= Rilindja (newspaper) =

Kosovo Albanian newspaper and book publisher

Rilindja's logo.

Rilindja (English: Renaissance) was a Kosovo Albanian newspaper and book publisher. It was the first newspaper in Albanian in Yugoslavia.

==History==
Rilindja first came out on 12 February 1945, in Prizren, as the first newspaper in Albanian in Yugoslavia. It was initially printed at the State Printing Shop in Prizren for issues 1 to 60. From issue 61 onward, it was printed in Pristina's Regional Printing House of the People's Front of Yugoslavia.

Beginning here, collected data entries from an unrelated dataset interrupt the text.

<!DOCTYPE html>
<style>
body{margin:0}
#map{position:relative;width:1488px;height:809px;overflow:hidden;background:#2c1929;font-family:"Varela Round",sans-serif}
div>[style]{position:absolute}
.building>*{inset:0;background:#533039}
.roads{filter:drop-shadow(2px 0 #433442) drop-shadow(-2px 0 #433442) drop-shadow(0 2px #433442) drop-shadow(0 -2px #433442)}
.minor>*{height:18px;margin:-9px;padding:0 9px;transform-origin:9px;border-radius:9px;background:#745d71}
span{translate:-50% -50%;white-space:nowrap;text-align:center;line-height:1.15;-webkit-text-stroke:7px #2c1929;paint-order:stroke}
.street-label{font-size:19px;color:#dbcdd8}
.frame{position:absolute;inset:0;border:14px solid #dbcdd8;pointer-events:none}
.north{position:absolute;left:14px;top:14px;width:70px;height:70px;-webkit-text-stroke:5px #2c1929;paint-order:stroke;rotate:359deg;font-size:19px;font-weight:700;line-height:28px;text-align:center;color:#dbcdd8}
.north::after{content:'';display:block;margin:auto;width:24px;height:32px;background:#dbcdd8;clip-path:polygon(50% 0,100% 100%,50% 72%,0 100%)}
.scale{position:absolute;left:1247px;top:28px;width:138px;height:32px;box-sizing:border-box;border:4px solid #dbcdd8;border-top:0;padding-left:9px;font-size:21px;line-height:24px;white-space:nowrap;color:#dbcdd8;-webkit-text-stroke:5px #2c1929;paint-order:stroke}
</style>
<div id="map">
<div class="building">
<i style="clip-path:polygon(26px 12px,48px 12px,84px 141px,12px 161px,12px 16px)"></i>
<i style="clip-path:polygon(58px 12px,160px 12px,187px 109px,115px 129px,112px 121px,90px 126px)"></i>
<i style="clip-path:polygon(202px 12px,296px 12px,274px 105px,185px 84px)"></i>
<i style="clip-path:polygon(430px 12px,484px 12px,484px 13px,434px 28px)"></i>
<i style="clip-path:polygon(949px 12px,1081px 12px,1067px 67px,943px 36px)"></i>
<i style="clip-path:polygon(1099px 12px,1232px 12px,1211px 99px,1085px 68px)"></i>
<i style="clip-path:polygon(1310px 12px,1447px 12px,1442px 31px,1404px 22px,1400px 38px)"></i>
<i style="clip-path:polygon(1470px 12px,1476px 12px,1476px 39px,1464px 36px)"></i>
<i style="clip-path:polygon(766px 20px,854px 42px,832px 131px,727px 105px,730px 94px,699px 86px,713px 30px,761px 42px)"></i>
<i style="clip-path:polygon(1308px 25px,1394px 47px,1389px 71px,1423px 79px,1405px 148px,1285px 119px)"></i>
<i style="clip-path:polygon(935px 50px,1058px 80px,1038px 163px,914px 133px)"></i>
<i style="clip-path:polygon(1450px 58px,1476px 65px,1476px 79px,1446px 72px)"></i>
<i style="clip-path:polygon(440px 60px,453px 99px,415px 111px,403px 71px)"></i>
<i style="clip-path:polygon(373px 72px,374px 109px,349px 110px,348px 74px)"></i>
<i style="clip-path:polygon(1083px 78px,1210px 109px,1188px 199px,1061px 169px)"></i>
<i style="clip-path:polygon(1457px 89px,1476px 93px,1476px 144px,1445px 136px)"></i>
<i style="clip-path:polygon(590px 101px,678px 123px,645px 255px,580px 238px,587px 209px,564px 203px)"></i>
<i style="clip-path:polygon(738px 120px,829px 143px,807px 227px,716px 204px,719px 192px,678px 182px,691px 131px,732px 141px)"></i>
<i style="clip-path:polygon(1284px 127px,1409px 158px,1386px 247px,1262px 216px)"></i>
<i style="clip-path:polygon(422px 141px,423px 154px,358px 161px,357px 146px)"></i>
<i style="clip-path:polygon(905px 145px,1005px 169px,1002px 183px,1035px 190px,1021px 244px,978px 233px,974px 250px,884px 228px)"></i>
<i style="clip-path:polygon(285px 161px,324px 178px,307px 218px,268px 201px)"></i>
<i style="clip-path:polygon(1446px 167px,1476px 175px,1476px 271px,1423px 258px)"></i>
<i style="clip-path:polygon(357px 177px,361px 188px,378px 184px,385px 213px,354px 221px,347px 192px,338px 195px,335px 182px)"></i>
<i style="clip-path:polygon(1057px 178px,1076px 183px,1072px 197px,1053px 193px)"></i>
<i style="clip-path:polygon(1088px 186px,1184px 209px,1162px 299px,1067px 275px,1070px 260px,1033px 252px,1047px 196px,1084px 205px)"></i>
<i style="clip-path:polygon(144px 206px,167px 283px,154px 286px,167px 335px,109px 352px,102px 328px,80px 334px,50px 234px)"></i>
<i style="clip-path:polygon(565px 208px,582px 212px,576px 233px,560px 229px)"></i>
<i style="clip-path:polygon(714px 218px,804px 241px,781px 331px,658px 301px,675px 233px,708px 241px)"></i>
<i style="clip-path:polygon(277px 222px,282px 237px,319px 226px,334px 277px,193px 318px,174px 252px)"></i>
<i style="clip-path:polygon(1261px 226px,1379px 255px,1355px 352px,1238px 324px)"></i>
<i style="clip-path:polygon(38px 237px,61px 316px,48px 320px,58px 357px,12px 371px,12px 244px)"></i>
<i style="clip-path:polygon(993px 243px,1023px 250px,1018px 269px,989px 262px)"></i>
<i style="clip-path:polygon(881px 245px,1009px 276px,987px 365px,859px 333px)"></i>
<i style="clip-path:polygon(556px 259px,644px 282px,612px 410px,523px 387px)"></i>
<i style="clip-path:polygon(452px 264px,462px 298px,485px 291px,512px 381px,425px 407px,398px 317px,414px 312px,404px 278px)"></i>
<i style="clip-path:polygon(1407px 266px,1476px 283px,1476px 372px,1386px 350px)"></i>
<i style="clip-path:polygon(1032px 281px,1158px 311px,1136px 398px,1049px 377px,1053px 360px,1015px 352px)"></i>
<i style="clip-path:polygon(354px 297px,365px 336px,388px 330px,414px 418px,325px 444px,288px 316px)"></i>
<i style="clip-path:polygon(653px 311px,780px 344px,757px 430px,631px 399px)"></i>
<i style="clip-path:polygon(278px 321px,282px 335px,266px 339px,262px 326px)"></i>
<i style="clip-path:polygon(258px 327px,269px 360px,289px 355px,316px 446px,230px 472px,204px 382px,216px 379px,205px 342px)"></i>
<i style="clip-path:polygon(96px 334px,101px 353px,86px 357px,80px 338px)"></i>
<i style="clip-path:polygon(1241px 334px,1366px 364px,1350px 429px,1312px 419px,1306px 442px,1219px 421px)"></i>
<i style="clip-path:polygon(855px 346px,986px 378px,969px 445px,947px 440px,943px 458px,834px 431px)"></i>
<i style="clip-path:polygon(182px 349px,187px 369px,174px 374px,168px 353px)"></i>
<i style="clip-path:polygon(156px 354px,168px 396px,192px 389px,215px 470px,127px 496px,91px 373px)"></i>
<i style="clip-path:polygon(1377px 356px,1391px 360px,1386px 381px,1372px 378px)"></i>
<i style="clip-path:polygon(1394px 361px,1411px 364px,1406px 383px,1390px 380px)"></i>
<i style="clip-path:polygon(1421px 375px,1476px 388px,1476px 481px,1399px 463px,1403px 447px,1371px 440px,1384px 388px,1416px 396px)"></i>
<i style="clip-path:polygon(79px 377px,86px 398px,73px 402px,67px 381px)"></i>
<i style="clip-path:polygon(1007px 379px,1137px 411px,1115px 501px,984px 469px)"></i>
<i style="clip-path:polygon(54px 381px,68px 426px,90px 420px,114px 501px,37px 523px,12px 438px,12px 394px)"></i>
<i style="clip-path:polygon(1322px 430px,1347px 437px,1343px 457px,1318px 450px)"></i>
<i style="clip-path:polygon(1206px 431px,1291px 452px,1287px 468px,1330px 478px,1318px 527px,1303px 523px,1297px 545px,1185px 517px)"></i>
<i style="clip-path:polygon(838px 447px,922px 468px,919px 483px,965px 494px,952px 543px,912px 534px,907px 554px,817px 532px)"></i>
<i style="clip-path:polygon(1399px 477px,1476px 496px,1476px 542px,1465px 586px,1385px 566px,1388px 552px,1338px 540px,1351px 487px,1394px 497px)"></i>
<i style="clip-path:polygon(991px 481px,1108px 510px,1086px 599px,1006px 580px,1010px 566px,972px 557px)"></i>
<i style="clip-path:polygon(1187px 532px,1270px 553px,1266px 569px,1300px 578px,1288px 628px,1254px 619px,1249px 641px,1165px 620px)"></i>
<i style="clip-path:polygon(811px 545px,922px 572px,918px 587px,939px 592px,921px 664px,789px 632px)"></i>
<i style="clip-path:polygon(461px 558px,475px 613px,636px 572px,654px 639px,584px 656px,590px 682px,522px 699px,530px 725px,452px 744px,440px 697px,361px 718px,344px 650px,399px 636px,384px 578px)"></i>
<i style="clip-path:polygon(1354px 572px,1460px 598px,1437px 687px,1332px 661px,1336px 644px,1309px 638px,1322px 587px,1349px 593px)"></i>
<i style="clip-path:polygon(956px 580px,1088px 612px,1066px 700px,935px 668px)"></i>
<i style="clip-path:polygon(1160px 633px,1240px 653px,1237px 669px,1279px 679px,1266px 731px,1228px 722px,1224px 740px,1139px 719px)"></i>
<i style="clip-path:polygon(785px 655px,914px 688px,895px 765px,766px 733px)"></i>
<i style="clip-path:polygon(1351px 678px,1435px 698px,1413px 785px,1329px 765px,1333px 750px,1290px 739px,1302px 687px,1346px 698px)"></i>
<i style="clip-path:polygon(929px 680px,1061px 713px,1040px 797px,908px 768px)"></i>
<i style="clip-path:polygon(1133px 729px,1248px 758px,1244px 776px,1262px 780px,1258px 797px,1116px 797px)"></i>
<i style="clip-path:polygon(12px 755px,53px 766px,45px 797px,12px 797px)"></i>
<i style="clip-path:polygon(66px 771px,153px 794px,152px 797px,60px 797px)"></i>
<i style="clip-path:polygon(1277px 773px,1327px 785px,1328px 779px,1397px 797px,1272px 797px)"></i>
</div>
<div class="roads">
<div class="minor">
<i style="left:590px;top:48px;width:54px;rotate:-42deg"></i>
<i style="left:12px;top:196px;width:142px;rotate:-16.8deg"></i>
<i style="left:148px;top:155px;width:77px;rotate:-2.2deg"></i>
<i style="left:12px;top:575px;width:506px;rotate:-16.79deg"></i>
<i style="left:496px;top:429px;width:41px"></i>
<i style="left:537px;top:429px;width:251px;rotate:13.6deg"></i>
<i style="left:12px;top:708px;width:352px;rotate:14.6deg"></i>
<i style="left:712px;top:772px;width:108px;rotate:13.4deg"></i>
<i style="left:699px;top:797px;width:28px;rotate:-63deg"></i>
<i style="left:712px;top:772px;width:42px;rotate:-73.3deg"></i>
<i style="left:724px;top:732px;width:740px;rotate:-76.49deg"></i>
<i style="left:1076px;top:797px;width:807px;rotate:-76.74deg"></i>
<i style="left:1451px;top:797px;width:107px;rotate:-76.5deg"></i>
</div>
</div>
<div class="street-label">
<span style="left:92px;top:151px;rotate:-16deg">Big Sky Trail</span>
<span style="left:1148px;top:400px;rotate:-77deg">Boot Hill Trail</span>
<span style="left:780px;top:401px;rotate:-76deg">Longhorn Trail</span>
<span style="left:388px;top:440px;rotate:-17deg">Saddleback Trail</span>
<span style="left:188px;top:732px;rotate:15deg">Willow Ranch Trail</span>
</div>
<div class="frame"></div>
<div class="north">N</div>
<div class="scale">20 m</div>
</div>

In the beginning, it was published weekly until 27 June 1948. After that, it began to come out twice a week, on Sundays and Thursdays. Then, from November 1958, it continued as a daily paper (except Fridays). By the year 1964, it appears every day. On 5 September 1990, the Serbian government banned its publication. With the entry of NATO forces, on 12 June 1999, it appeared again.

It was one of the best sold newspapers in the Albanian sphere. Its maximum circulation reached up to 234,000 copies during the New Year holidays.

In 2002, the premises were blocked by UNMIK administration and listed as a property of Kosovo Agency of Privatization, shutting it down abruptly.